Leandro Konder*
Na área das ciências sociais, uma das novidades mais surpreendentes é o livro O enigma do político, com o subtítulo Marx contra a política moderna, de autoria de Thamy Pogrebinschi.
A autora mergulha fundo no texto de Karl Marx e, remando sempre contra a corrente, acentua os extraordinários méritos do pensador alemão. Na nossa época atual, não é pouca coisa alguém se dedicar a explorar as qualidades do filósofo socialista.
A ideia central exposta por Pogrebinschi é a de que em Marx se desenvolve uma crítica implacável à economia, tal como ela funciona a partir do modo de produção capitalista. Mas Marx não é hostil a um reconhecimento efetivo e radicalmente crítico dos valores políticos, no plano ontológico.
Segundo a interpretação de Pogrebinschi, há uma questão que nos desafia, a qual Marx teve a lucidez de abordar, porém não resolveu completamente: em que consiste o político, como dimensão da atividade própria do gênero humano.

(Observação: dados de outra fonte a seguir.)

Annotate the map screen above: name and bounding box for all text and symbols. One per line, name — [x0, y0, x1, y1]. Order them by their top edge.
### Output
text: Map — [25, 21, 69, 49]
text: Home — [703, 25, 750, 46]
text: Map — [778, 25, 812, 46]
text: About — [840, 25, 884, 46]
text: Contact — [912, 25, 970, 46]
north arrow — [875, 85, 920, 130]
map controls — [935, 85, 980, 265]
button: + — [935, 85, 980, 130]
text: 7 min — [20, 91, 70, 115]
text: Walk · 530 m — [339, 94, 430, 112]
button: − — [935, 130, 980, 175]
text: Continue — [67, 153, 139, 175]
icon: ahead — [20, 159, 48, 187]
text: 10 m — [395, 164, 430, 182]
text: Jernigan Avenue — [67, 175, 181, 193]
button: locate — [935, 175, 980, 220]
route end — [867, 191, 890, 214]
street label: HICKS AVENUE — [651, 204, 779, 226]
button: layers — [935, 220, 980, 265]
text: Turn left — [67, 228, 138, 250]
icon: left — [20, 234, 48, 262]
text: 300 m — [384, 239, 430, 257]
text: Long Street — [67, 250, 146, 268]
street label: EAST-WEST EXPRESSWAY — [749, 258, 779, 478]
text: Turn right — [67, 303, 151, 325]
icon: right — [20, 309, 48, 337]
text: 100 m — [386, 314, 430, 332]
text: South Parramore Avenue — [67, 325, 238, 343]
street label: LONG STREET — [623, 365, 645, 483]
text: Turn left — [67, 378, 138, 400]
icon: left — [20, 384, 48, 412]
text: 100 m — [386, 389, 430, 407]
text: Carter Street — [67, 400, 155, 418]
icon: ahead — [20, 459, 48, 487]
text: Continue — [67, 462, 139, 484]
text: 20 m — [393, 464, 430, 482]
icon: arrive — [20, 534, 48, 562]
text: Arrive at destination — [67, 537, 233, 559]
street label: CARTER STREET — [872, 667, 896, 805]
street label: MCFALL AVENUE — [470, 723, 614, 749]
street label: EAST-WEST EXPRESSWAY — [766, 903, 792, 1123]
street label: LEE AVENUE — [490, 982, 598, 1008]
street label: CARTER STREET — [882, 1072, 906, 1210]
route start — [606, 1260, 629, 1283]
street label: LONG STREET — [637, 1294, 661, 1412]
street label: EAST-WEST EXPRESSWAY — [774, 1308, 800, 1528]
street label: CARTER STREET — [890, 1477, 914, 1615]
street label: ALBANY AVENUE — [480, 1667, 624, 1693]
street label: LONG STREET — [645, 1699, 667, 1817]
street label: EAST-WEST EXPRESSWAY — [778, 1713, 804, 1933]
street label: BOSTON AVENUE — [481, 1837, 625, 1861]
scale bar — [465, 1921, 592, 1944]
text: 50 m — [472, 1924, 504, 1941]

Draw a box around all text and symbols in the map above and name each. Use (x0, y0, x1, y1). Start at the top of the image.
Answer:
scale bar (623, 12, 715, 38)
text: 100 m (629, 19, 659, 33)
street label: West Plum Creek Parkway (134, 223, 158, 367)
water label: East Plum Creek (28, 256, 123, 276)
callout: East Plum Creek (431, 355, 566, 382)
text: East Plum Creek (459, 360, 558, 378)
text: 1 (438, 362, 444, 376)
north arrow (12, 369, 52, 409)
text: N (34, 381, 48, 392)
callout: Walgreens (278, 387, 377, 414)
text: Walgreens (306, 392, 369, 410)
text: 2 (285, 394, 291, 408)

Quando a lógica de seu pensamento o conduz a enfrentar a questão da eliminação do Estado, fica no ar a dúvida: o que ocupará o lugar do Estado? Marx está consciente de que, extinto o Estado, os seres humanos continuarão a buscar elementos institucionais necessários à existência dos indivíduos nas sociedades.
Nas condições da modernidade, a sociedade civil opõe resistência tanto ao poder do Estado como à dinâmica perversa da associação que lhes é imposta. A divergência entre Marx e os anarquistas tem sido reconhecida como um debate que se prolonga em torno do tempo histórico da revolução: a sociedade será transformada do dia para a noite ou necessitará de todo um processo para transformá-la.
A autora empreende uma minuciosa pesquisa em torno das divergências de Marx com Bakunin. Mas seu trabalho ganha maior densidade quando se ocupa das formas de organização coletiva que os seres humanos vêm adotando em seus esforços para promover as modificações necessárias.
Para chegarem ao imprescindível comunismo, os estudos de Pogrebinschi mostram que o movimento da história surge como associação (Vereinigung) e não como união (Verein).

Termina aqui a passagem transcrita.